Fluorescent collagen gels
Fluorescently labeled LC gels were generated as described previously38. In brief, 5 mg of Alexa Fluor 647 NHS Ester dye (A20006, Invitrogen) was dissolved in 0.5 ml DMSO. The dissolved dye was then combined with PureCol bovine skin collagen (3 mg/ml) at a 1:100 ratio on ice and stirred overnight at 4 °C. After labeling, the excess dye was removed by dialysis using a 3.5 kDa molecular weight cut off Pur-A-Lyzer™ Mega 3500 kit (PURG35010, Sigma-Aldrich), placed in 1 L of acetic acid solution (0.02 N, pH 3.9) and stirred for 1 week at 4 °C. The resulting collagen solution was kept at 4 °C until further use. Fluorescently labeled collagen gels were polymerized as described above, by combining labeled and unlabeled collagen solutions at a 1:10 ratio.

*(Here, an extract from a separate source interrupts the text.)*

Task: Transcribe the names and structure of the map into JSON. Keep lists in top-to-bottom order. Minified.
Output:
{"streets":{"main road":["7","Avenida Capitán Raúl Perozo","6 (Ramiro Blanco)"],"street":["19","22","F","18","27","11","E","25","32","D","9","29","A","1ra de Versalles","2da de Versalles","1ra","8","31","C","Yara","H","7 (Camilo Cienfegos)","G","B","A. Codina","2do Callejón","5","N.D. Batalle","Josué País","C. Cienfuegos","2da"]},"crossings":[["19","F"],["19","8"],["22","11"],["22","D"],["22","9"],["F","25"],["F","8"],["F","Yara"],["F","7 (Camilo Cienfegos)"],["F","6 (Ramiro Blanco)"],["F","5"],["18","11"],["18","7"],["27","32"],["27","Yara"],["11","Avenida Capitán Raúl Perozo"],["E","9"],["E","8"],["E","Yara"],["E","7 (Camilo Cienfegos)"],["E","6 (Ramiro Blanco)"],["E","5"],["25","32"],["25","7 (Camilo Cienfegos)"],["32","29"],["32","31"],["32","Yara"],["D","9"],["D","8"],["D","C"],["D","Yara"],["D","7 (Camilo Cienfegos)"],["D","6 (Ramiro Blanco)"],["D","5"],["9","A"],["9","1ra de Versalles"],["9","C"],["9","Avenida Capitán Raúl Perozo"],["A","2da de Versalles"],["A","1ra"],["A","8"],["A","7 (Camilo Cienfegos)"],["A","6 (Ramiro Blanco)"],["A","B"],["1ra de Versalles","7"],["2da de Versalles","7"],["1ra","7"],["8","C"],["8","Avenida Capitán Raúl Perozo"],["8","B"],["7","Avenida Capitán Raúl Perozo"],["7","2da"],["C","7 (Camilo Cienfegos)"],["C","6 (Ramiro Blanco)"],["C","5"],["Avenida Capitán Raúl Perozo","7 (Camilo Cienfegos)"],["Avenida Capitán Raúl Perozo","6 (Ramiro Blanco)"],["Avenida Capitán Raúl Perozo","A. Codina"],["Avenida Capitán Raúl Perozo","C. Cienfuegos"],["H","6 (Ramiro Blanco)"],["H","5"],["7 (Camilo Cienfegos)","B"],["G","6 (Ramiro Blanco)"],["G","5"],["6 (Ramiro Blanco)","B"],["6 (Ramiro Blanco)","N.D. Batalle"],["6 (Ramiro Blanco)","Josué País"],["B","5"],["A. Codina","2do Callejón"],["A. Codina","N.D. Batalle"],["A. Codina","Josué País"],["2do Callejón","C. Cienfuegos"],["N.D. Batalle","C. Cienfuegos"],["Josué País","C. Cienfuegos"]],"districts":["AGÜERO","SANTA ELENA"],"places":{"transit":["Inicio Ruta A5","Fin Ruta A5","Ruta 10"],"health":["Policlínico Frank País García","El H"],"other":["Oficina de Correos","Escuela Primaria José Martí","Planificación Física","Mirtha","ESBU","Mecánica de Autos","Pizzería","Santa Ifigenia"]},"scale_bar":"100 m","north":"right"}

Confocal reflection microscopy
Collagen gels were imaged by confocal reflection microscopy as previously described7,101. Briefly, different collagen gels were generated in 15-well angiogenesis µ-slides (Ibidi) as described above. Point laser scanning confocal microscopy was then performed on a Leica SP8 microscope using an HC PL APO CS2 63×/1.4 N.A. oil immersion objective. Images were acquired using PMT detectors in reflection mode with a laser excitation at 567 nm, and a spectral detection window set between 550 nm and 570 nm wavelengths. Fluorescently stained collagen matrices were additionally imaged using a 488 nm laser.
Widefield imaging
Viruses were embedded in stained or unstained LC matrices as described above. The culture supernatants were then harvested and ultracentrifuged through a 20% (w/v) sucrose cushion. Virus pellets were resuspended in 3% PFA for 90 min. The fixed virus particles were then seeded on 0.01% poly-L-lysine coated coverslips for 30 min and mounted on microscopy slides with Fluoromount DAPI (Invitrogen). Samples were then imaged using an epifluorescence microscope (Olympus IX81 S1F-3) under a 100× oil objective (PlanApo, N.a. 1.40). Quantification of double-positive Vpr-mRuby2 and Alexa Fluor 647 signals was performed using the Spot Detector plugin of the Icy image analysis software.
TIRF microscopy
To exclude the possibility that collagen fragments remain attached at the surface of virions after contact with collagen fibers, HIV-1 NL4.3 R5 Vpr.Int.GFP virions were embedded in fluorescently labeled collagen for 16 h. The supernatants were then harvested and transferred to 0.01% poly-L-lysine coated µ-Slide 8 Well (80821, Ibidi). TIRF microscopy of the samples was performed on a Zeiss Axio Observer microscopy stand using an alpha PlanAPO 100×/ 1.46 N.A. oil objective and a Teledyne Prime-BSI sCMOS camera (6.5 µm × 6.µm pixel size). The sample was excited with a 561 nm or a 488 nm Visitron VS-laser control (Visitron Systems GmbH) and emission light was collected using Chroma TIRF Quad Line Beamsplitter with Quad Line Rejectionband 405/488/561/640 or Laser Beamsplitter zt 488 with 525/50 band-pass filter, respectively. The TIRF illumination was realized by a full 360-degree laser beam rotation at the back focal plane using 2D galvo scanners (Ring-TIRF). The evanescent field penetration depth was adjusted to 200 nm. Laser intensities, shutter, and camera were controlled using the VisiView program (Visitron Systems GmbH). The presence of AlexaFluor 647 labeled collagen fibers was assessed at the surface of Vpr.Int.GFP spots using the Icy software.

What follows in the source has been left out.